### Work to be completed
Copy out all of the data below exactly, so that no word differs from the original.

### Information supplied
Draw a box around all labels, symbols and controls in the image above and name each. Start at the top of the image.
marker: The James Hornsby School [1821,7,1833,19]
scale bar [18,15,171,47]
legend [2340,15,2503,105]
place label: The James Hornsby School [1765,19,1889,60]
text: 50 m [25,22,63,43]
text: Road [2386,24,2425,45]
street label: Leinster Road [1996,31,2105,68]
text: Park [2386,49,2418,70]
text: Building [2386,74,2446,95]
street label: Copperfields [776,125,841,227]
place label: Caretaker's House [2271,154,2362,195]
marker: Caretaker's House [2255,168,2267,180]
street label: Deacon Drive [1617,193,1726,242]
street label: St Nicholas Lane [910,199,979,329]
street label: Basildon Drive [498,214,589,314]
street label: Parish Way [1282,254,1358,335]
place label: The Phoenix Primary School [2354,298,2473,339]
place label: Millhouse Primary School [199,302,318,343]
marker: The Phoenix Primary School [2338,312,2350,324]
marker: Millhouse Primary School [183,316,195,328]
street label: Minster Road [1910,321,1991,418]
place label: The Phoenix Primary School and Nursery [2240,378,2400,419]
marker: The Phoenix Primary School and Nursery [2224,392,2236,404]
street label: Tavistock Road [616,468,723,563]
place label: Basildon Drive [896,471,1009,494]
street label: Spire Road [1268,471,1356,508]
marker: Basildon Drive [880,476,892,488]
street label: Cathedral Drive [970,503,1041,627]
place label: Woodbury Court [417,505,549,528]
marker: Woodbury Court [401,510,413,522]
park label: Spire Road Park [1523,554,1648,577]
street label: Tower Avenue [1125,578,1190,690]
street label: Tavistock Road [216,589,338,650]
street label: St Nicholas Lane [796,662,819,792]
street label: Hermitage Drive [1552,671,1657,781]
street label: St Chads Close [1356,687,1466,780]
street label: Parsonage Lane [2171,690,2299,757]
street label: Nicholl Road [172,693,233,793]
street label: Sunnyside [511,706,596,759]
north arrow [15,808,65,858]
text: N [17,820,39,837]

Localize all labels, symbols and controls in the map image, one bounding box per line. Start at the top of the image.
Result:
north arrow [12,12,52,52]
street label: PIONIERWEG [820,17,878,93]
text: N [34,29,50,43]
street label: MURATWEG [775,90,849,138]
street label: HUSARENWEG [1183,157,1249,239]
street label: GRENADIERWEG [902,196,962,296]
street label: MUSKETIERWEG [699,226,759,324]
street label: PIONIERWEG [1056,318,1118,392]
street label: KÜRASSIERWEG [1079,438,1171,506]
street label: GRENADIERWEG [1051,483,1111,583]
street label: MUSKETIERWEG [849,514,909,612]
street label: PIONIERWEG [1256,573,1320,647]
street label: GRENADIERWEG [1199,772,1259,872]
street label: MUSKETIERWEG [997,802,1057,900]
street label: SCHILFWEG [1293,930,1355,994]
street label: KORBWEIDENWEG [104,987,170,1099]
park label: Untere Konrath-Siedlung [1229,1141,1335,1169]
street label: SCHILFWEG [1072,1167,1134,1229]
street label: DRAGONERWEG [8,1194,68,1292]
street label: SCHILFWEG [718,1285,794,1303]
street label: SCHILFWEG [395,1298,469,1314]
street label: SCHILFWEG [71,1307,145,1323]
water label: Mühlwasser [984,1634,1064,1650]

### Written response
Draw a box around all labels, symbols and controls in the image above and name each. Start at the top of the image.
marker: The James Hornsby School [1821,7,1833,19]
scale bar [18,15,171,47]
legend [2340,15,2503,105]
place label: The James Hornsby School [1765,19,1889,60]
text: 50 m [25,22,63,43]
text: Road [2386,24,2425,45]
street label: Leinster Road [1996,31,2105,68]
text: Park [2386,49,2418,70]
text: Building [2386,74,2446,95]
street label: Copperfields [776,125,841,227]
place label: Caretaker's House [2271,154,2362,195]
marker: Caretaker's House [2255,168,2267,180]
street label: Deacon Drive [1617,193,1726,242]
street label: St Nicholas Lane [910,199,979,329]
street label: Basildon Drive [498,214,589,314]
street label: Parish Way [1282,254,1358,335]
place label: The Phoenix Primary School [2354,298,2473,339]
place label: Millhouse Primary School [199,302,318,343]
marker: The Phoenix Primary School [2338,312,2350,324]
marker: Millhouse Primary School [183,316,195,328]
street label: Minster Road [1910,321,1991,418]
place label: The Phoenix Primary School and Nursery [2240,378,2400,419]
marker: The Phoenix Primary School and Nursery [2224,392,2236,404]
street label: Tavistock Road [616,468,723,563]
place label: Basildon Drive [896,471,1009,494]
street label: Spire Road [1268,471,1356,508]
marker: Basildon Drive [880,476,892,488]
street label: Cathedral Drive [970,503,1041,627]
place label: Woodbury Court [417,505,549,528]
marker: Woodbury Court [401,510,413,522]
park label: Spire Road Park [1523,554,1648,577]
street label: Tower Avenue [1125,578,1190,690]
street label: Tavistock Road [216,589,338,650]
street label: St Nicholas Lane [796,662,819,792]
street label: Hermitage Drive [1552,671,1657,781]
street label: St Chads Close [1356,687,1466,780]
street label: Parsonage Lane [2171,690,2299,757]
street label: Nicholl Road [172,693,233,793]
street label: Sunnyside [511,706,596,759]
north arrow [15,808,65,858]
text: N [17,820,39,837]

Localize all labels, symbols and controls in the map image, one bounding box per line. Start at the top of the image.
Result:
north arrow [12,12,52,52]
street label: PIONIERWEG [820,17,878,93]
text: N [34,29,50,43]
street label: MURATWEG [775,90,849,138]
street label: HUSARENWEG [1183,157,1249,239]
street label: GRENADIERWEG [902,196,962,296]
street label: MUSKETIERWEG [699,226,759,324]
street label: PIONIERWEG [1056,318,1118,392]
street label: KÜRASSIERWEG [1079,438,1171,506]
street label: GRENADIERWEG [1051,483,1111,583]
street label: MUSKETIERWEG [849,514,909,612]
street label: PIONIERWEG [1256,573,1320,647]
street label: GRENADIERWEG [1199,772,1259,872]
street label: MUSKETIERWEG [997,802,1057,900]
street label: SCHILFWEG [1293,930,1355,994]
street label: KORBWEIDENWEG [104,987,170,1099]
park label: Untere Konrath-Siedlung [1229,1141,1335,1169]
street label: SCHILFWEG [1072,1167,1134,1229]
street label: DRAGONERWEG [8,1194,68,1292]
street label: SCHILFWEG [718,1285,794,1303]
street label: SCHILFWEG [395,1298,469,1314]
street label: SCHILFWEG [71,1307,145,1323]
water label: Mühlwasser [984,1634,1064,1650]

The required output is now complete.